日立化成、電池で不正検査 500社に6万台納入、社長が陳謝

記者会見で謝罪する日立化成の丸山寿社長(左)ら=29日、東京都中央区
記者会見で謝罪する日立化成の丸山寿社長(左)ら=29日、東京都中央区【拡大】

 日立製作所グループの日立化成は29日、工場の非常用電源に使う産業用鉛蓄電池の検査成績書に不適切な数値を記載する不正行為があったと発表した。名張事業所(三重県名張市)で製造した約6万台で、納入先は約500社。顧客などに今後説明し、外部専門家による特別調査委員会を設置して原因を究明する。

 顧客と取り決めた出荷時の試験を行わずに実測値と異なるデータを書き込んで提出していた。同事業所の品質保証部長が今年5月に所長へ不正を報告し、6月になって本社が把握。2011年4月から今年6月までの製造分を調査したところ、一部は原子力発電所で使われているが、安全性に問題は確認されていないという。

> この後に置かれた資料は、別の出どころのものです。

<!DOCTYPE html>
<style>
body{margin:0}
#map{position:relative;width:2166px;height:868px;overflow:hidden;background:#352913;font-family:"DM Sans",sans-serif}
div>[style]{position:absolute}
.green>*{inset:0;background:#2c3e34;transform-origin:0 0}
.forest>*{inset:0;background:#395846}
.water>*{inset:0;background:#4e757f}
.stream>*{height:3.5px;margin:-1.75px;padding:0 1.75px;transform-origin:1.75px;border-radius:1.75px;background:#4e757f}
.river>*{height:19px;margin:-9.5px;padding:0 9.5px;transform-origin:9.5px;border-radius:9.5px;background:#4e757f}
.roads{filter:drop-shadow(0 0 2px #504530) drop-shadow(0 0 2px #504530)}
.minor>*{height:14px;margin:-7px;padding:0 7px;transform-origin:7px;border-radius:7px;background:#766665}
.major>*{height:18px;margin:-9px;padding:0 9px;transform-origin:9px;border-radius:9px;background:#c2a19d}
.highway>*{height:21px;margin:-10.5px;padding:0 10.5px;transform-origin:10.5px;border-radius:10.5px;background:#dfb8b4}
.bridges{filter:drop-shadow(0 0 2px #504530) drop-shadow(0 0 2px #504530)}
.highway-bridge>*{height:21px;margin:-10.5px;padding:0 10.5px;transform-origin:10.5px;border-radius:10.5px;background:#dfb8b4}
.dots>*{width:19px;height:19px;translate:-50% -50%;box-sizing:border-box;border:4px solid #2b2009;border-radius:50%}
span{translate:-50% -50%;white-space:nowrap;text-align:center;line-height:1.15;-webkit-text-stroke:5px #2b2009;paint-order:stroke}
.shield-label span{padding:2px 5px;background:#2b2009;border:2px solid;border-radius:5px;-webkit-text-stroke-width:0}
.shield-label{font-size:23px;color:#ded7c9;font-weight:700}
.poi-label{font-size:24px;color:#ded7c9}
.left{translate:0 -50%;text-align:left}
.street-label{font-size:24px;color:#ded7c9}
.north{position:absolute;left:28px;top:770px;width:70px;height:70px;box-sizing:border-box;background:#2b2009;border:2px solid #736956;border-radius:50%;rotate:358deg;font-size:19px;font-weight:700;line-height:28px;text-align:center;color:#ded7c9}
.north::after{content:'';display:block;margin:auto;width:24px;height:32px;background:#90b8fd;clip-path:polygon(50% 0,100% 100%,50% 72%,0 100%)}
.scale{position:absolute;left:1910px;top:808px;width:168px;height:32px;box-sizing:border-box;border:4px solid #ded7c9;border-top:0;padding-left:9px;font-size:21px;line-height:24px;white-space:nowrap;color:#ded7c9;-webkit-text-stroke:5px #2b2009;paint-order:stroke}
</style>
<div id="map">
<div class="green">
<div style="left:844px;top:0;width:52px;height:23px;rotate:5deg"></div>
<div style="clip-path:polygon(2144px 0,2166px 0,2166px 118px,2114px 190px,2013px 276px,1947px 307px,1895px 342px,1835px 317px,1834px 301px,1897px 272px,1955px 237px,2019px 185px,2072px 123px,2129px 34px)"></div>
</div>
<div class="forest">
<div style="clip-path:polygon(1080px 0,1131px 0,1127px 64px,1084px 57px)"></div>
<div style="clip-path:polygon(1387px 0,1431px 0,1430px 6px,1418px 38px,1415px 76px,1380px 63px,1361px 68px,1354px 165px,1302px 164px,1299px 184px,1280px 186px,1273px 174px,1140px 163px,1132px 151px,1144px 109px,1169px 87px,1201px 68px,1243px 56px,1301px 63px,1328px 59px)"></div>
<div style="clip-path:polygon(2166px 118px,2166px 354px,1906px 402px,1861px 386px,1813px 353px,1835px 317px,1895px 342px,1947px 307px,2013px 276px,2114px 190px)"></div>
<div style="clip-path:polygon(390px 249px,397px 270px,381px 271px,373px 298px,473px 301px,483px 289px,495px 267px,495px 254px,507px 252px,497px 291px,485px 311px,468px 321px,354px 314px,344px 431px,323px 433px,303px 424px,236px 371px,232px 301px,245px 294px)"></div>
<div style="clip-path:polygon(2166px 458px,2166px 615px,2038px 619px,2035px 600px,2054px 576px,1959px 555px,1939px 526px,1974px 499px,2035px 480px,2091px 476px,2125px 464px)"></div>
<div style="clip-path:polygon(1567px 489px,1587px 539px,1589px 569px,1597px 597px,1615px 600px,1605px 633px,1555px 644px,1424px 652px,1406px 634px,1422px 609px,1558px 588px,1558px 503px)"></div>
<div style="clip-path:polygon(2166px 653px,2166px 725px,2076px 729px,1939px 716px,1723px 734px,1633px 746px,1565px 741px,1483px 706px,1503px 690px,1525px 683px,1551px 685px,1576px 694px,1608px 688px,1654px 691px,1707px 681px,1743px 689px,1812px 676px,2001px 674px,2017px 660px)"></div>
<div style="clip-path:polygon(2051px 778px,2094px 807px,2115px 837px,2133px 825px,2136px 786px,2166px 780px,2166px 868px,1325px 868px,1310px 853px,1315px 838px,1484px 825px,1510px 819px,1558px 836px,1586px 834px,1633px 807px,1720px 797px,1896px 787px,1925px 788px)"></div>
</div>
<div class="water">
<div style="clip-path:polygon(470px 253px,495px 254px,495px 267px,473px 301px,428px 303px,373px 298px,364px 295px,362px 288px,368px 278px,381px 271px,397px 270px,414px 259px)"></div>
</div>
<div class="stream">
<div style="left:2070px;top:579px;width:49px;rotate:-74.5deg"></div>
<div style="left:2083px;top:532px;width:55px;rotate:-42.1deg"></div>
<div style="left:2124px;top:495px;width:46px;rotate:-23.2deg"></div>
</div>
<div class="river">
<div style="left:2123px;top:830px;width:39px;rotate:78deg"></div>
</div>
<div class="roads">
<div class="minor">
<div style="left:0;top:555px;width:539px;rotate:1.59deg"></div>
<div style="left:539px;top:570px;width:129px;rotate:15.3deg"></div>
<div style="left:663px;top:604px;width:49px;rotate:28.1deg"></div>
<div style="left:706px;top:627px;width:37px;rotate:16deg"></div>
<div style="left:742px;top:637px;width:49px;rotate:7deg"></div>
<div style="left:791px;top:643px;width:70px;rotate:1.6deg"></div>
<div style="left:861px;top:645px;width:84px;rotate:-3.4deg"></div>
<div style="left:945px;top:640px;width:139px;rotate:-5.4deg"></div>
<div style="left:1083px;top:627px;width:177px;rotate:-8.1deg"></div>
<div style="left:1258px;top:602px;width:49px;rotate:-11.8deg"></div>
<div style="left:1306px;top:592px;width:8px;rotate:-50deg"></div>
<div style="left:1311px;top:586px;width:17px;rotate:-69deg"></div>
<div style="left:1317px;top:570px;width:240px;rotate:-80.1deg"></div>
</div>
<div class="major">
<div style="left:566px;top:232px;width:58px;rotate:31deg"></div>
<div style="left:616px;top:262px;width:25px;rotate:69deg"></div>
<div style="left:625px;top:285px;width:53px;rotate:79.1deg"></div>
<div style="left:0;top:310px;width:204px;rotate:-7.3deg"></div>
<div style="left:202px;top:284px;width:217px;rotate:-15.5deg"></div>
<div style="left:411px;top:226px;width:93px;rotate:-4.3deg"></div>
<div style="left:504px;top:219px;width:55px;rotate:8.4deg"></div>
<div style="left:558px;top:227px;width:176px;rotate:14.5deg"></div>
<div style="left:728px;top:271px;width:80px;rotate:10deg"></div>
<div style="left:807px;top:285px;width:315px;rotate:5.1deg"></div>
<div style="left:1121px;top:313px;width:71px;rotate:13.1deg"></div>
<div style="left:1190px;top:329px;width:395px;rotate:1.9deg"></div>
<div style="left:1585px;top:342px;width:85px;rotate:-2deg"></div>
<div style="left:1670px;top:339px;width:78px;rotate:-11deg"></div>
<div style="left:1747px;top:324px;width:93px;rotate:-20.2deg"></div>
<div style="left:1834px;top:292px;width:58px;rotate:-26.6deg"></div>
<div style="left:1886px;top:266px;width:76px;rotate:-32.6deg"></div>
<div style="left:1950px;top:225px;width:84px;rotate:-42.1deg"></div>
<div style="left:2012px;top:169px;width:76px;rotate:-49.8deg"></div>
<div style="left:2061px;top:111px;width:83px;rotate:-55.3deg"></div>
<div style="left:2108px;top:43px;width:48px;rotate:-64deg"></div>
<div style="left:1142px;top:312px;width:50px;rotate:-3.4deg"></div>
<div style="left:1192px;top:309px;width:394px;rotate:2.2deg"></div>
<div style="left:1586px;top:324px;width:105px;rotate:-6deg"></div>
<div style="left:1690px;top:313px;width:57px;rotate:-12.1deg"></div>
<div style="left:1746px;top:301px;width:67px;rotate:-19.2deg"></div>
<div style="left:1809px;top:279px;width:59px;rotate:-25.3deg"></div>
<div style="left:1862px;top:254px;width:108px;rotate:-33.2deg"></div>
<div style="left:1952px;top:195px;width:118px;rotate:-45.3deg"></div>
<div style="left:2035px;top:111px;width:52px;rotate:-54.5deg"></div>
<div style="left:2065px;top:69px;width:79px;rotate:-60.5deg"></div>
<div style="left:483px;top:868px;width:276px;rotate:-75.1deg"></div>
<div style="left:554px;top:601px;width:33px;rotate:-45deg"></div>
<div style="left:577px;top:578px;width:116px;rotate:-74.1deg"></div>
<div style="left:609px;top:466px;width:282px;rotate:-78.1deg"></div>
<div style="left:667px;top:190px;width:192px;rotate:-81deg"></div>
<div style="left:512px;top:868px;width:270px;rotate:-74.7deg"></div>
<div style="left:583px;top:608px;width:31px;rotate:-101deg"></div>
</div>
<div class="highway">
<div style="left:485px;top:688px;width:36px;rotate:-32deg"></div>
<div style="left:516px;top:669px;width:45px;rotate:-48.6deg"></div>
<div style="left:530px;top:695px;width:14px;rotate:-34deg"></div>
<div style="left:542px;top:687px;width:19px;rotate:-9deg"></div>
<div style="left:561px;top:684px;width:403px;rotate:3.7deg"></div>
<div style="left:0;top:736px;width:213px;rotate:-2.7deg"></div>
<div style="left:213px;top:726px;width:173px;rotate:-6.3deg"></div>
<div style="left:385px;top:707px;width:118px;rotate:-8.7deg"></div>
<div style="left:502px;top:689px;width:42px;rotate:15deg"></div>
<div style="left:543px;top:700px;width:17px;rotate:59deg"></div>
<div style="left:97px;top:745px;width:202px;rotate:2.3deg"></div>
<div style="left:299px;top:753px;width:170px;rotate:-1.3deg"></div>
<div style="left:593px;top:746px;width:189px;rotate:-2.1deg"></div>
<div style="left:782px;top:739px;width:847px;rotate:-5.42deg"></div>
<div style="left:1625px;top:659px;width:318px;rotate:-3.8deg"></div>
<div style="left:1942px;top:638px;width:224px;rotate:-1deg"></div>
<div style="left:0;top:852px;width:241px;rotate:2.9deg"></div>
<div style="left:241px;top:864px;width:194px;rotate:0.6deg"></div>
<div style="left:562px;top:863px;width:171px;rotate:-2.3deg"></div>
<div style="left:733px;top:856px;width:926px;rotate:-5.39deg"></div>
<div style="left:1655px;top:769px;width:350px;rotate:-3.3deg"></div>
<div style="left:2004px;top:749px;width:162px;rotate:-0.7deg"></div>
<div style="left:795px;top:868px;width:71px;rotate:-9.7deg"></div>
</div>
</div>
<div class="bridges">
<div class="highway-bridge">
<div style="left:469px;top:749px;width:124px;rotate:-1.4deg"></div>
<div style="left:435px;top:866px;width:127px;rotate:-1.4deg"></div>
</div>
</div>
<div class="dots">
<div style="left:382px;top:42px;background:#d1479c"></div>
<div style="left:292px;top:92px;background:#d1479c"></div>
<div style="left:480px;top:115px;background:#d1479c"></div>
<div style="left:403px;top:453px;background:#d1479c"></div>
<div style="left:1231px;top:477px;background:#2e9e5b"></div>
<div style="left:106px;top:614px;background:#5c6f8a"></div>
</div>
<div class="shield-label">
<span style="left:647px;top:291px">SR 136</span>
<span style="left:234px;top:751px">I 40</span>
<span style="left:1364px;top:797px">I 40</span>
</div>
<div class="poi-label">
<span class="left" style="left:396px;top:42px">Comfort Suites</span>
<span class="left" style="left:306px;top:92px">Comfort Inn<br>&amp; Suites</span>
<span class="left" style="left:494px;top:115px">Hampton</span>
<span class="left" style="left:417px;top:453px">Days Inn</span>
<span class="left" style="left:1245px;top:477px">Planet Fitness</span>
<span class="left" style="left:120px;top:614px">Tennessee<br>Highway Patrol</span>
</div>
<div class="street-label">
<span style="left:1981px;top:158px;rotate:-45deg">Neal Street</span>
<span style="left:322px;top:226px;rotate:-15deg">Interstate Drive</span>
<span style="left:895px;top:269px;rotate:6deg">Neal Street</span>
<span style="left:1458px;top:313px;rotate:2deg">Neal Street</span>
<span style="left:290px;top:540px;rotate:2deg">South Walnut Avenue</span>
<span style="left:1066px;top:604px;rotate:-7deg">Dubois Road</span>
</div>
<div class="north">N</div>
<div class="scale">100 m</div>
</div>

 同日、東京都内で記者会見した丸山寿社長は、不正の背景について「製造工程で性能が確認されていれば問題ない、という安易な考え方があった」と説明。「徹底的な事実確認と背景の調査を行い、私自身が率先して信頼回復に努めたい」と述べ、陳謝した。2019年3月期の連結業績に与える影響は不明としている。

 産業界では近年、自動車や鉄鋼などのメーカーで不正が相次ぎ、経団連が昨年12月に自主調査を呼び掛けていた。